EXERCISE DESCRIPTION
All of the data below should be printed again word for word, pictures excluded.

PROVIDED RECORDS
════

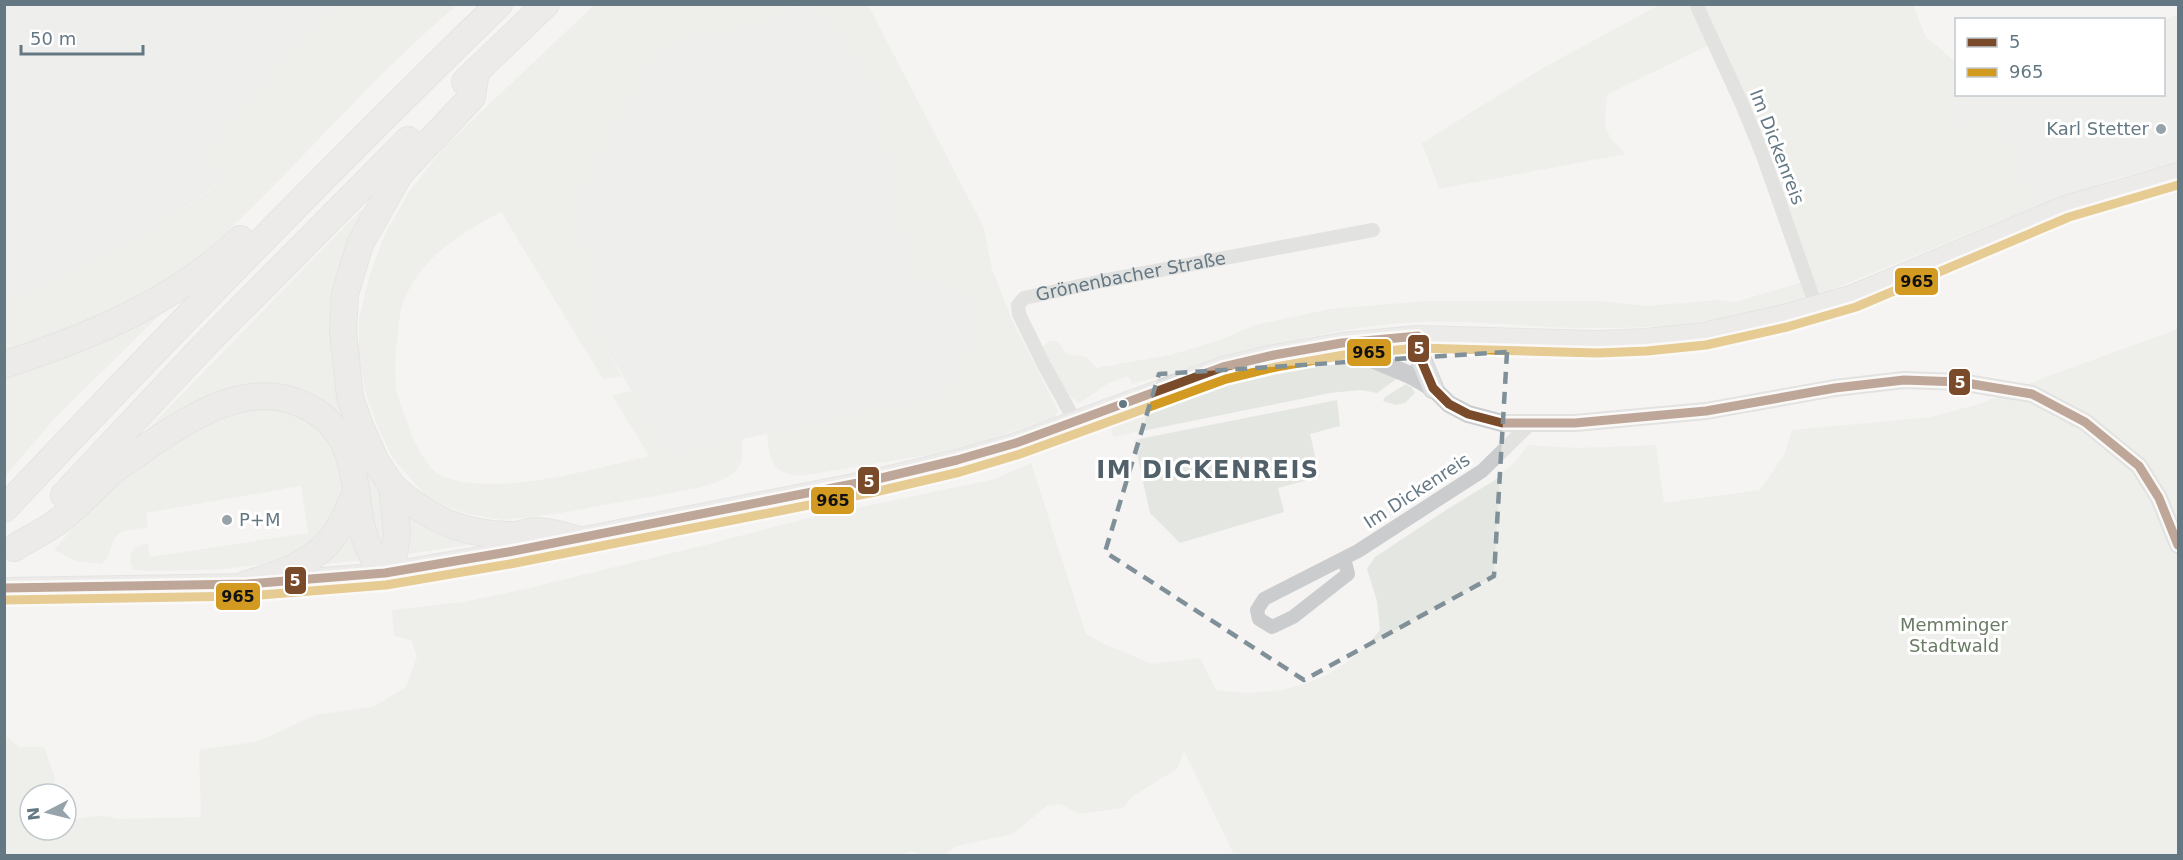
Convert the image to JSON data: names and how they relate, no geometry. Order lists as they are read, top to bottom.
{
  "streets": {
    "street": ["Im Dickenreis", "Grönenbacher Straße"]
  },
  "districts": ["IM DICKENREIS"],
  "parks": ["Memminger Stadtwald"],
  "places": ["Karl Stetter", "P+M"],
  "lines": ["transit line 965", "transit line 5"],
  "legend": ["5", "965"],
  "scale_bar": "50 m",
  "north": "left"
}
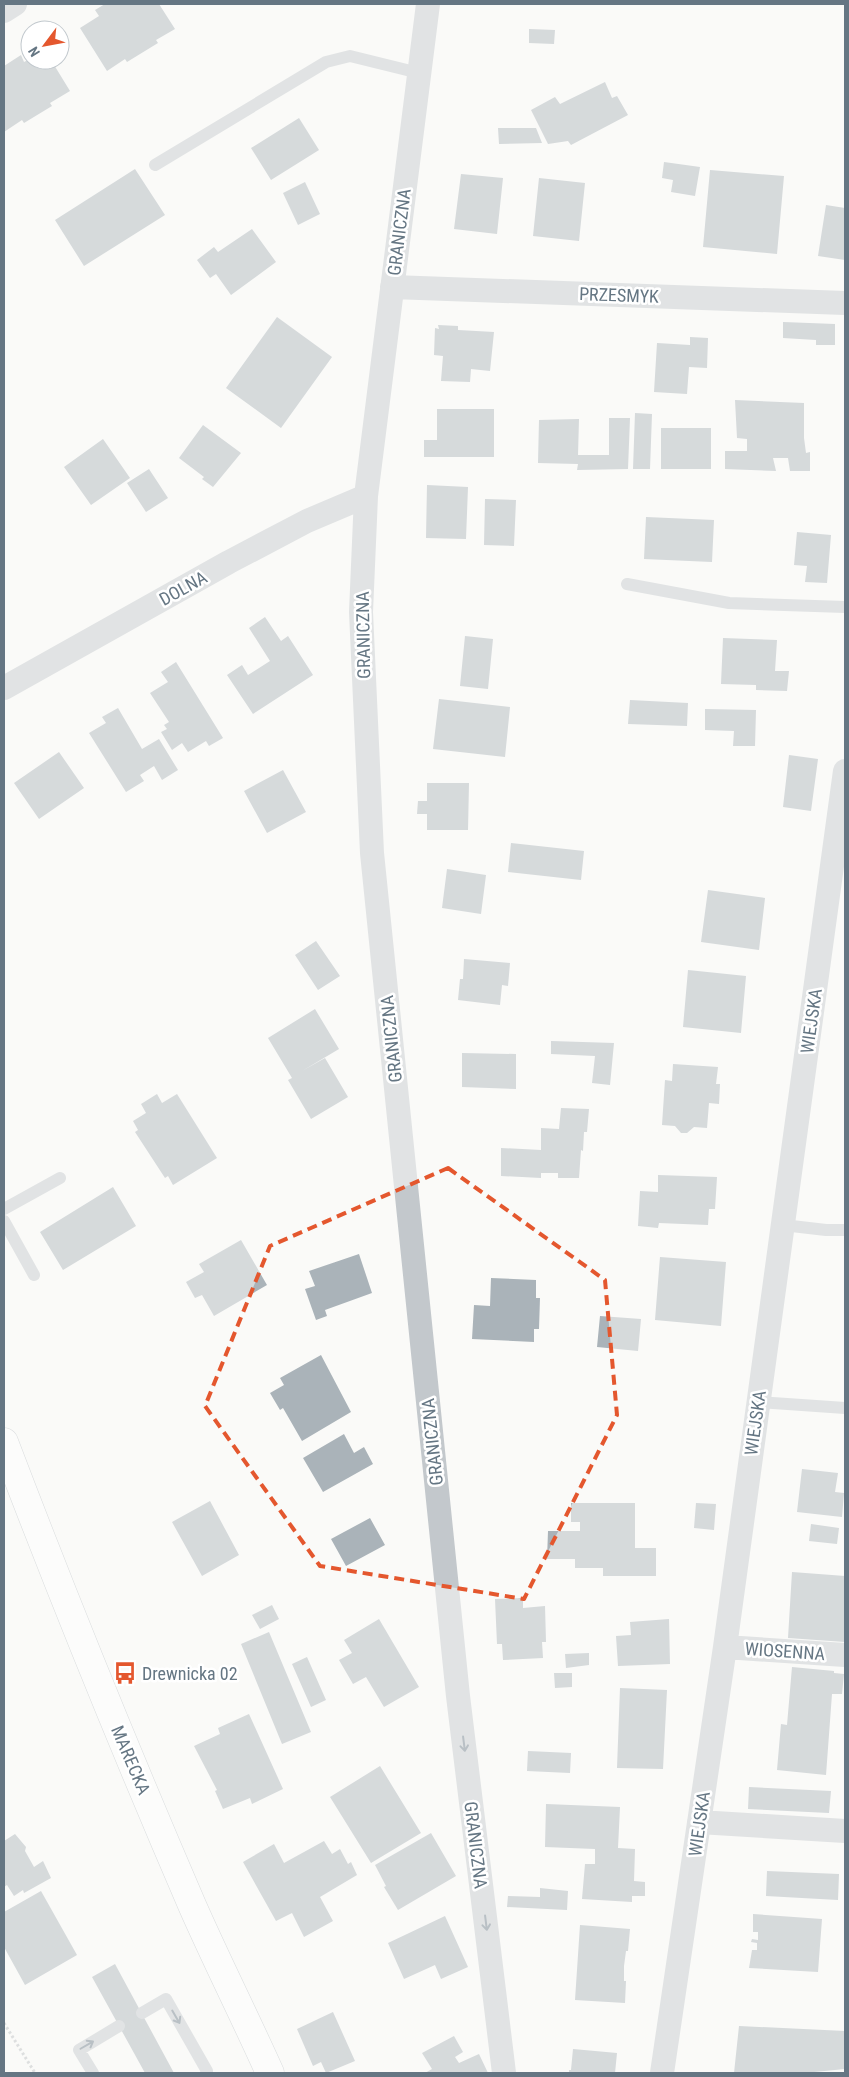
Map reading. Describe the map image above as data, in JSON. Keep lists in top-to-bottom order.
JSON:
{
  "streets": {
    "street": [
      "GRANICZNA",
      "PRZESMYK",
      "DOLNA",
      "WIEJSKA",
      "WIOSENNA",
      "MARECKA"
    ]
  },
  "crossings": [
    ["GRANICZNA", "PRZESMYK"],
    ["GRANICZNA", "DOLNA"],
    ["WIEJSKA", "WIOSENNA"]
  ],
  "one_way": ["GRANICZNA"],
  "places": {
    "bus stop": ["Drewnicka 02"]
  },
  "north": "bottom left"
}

════

RESPONSE TO THE EXERCISE
Convert the image to JSON data: names and how they relate, no geometry. Order lists as they are read, top to bottom.
{
  "streets": {
    "street": ["Im Dickenreis", "Grönenbacher Straße"]
  },
  "districts": ["IM DICKENREIS"],
  "parks": ["Memminger Stadtwald"],
  "places": ["Karl Stetter", "P+M"],
  "lines": ["transit line 965", "transit line 5"],
  "legend": ["5", "965"],
  "scale_bar": "50 m",
  "north": "left"
}
Map reading. Describe the map image above as data, in JSON. Keep lists in top-to-bottom order.
JSON:
{
  "streets": {
    "street": [
      "GRANICZNA",
      "PRZESMYK",
      "DOLNA",
      "WIEJSKA",
      "WIOSENNA",
      "MARECKA"
    ]
  },
  "crossings": [
    ["GRANICZNA", "PRZESMYK"],
    ["GRANICZNA", "DOLNA"],
    ["WIEJSKA", "WIOSENNA"]
  ],
  "one_way": ["GRANICZNA"],
  "places": {
    "bus stop": ["Drewnicka 02"]
  },
  "north": "bottom left"
}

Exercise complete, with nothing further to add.